Blue Team Training Toolkit (BT3) is software for defensive security training. By creating a free BT3 subscription account, you get access to our training content library. From here, you can download both free and premium training content ready for use with the Blue Team Training Toolkit.
The training content library includes realistic network traffic related to a wide range of attacks, mock malware samples with hash collisions, as well as malware indicator profiles. Get the training content you need right at your fingertips!
Blue Team Training Content Library has now been updated with several new mock files and malware indicator profiles.
Mock Files – New Additions
The following mock files have been added to the training library in February:
- win_x86_keylogger_reverse_udp
Mimics a Windows x86 keylogger reverse UDP with MD5 hash collision.
- win_x86_mimikatz
Mimics a Windows x86 mimikatz with MD5 hash collision.
- win_x86_msiexec
Mimics a Windows x86 msiexec payload download and execution with MD5 hash collision.
- win_x86_url_download_file
Mimics a Windows x86 URL download to file and execution with MD5 hash collision.

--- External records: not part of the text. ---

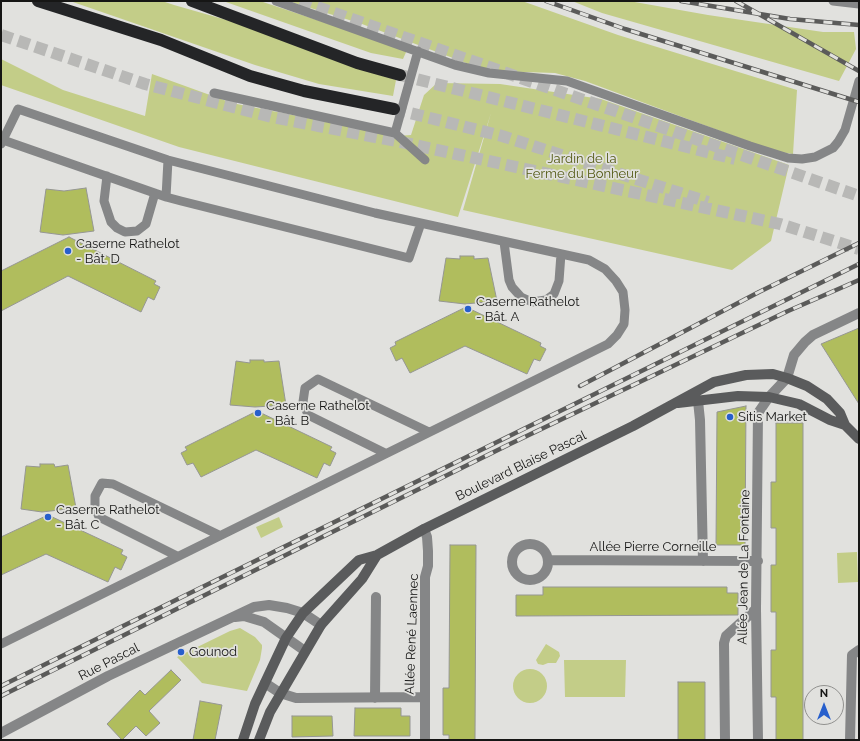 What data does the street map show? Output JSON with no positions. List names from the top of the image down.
{
  "streets": {
    "street": [
      "Boulevard Blaise Pascal",
      "Allée Pierre Corneille",
      "Allée Jean de La Fontaine",
      "Allée René Laennec",
      "Rue Pascal"
    ]
  },
  "crossings": [
    ["Boulevard Blaise Pascal", "Allée Jean de La Fontaine"],
    ["Boulevard Blaise Pascal", "Allée René Laennec"],
    ["Boulevard Blaise Pascal", "Rue Pascal"],
    ["Allée Pierre Corneille", "Allée Jean de La Fontaine"]
  ],
  "parks": ["Jardin de la Ferme du Bonheur"],
  "places": [
    "Caserne Rathelot - Bât. D",
    "Caserne Rathelot - Bât. A",
    "Caserne Rathelot - Bât. B",
    "Sitis Market",
    "Caserne Rathelot - Bât. C",
    "Gounod"
  ],
  "north": "top"
} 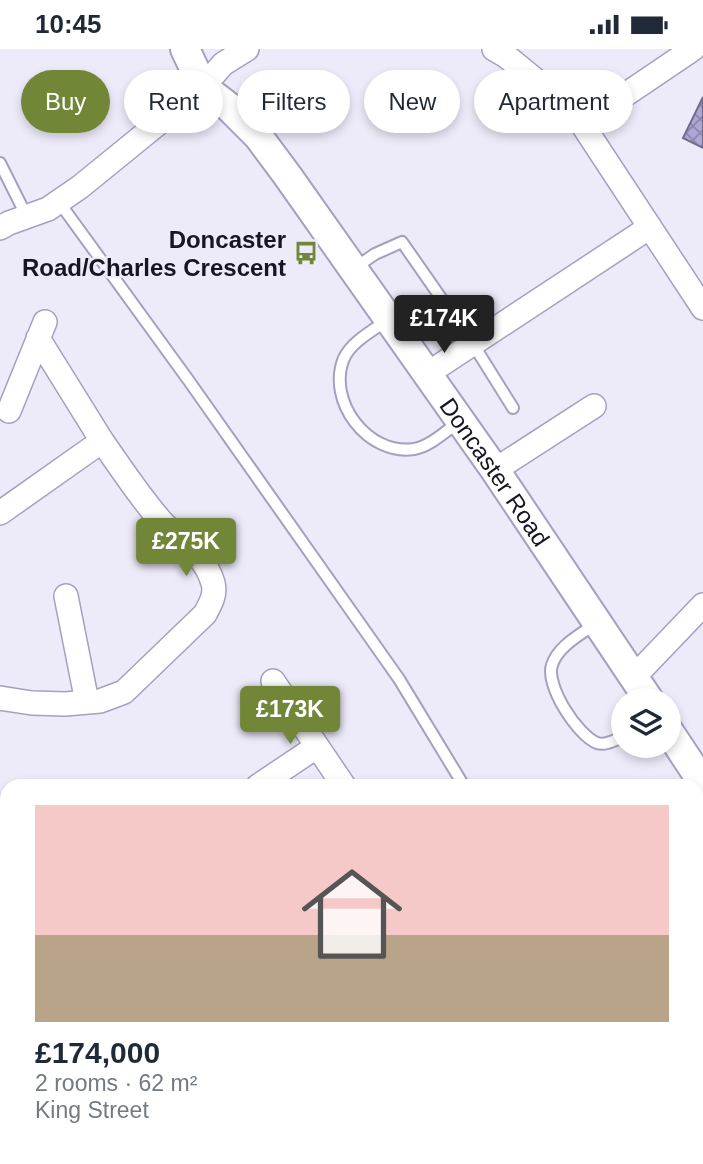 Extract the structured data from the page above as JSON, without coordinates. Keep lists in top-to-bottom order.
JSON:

Malware Indicator Profiles – New Additions
The following malware indicator profiles have been added to the training library in February:
- chopstick_v1
Produces network indicators related to a CHOPSTICK v1 backdoor including module identification, which is used by APT28, a Russian threat actor.
- chopstick_v2
Produces network indicators related to a CHOPSTICK v2 backdoor starting C2 communications, which is used by APT28, a Russian threat actor.
- datper
Produces network indicators related to a Datper APT backdoor, which was used by Tick threat actor against Japan and South Korea.
- gofarer
Produces network indicators related to Gofarer downloader, which is used by Tick APT group.
- oldbait
Produces network indicators related to Oldbait credential harvester, which is used by APT28, a Russian threat actor.
- powruner_1
Produces network indicators related to POWRUNER backdoor, which is used by APT34, an Iranian threat actor.
- powruner_2
Produces network indicators related to POWRUNER backdoor. The profile is simulating a shutdown response.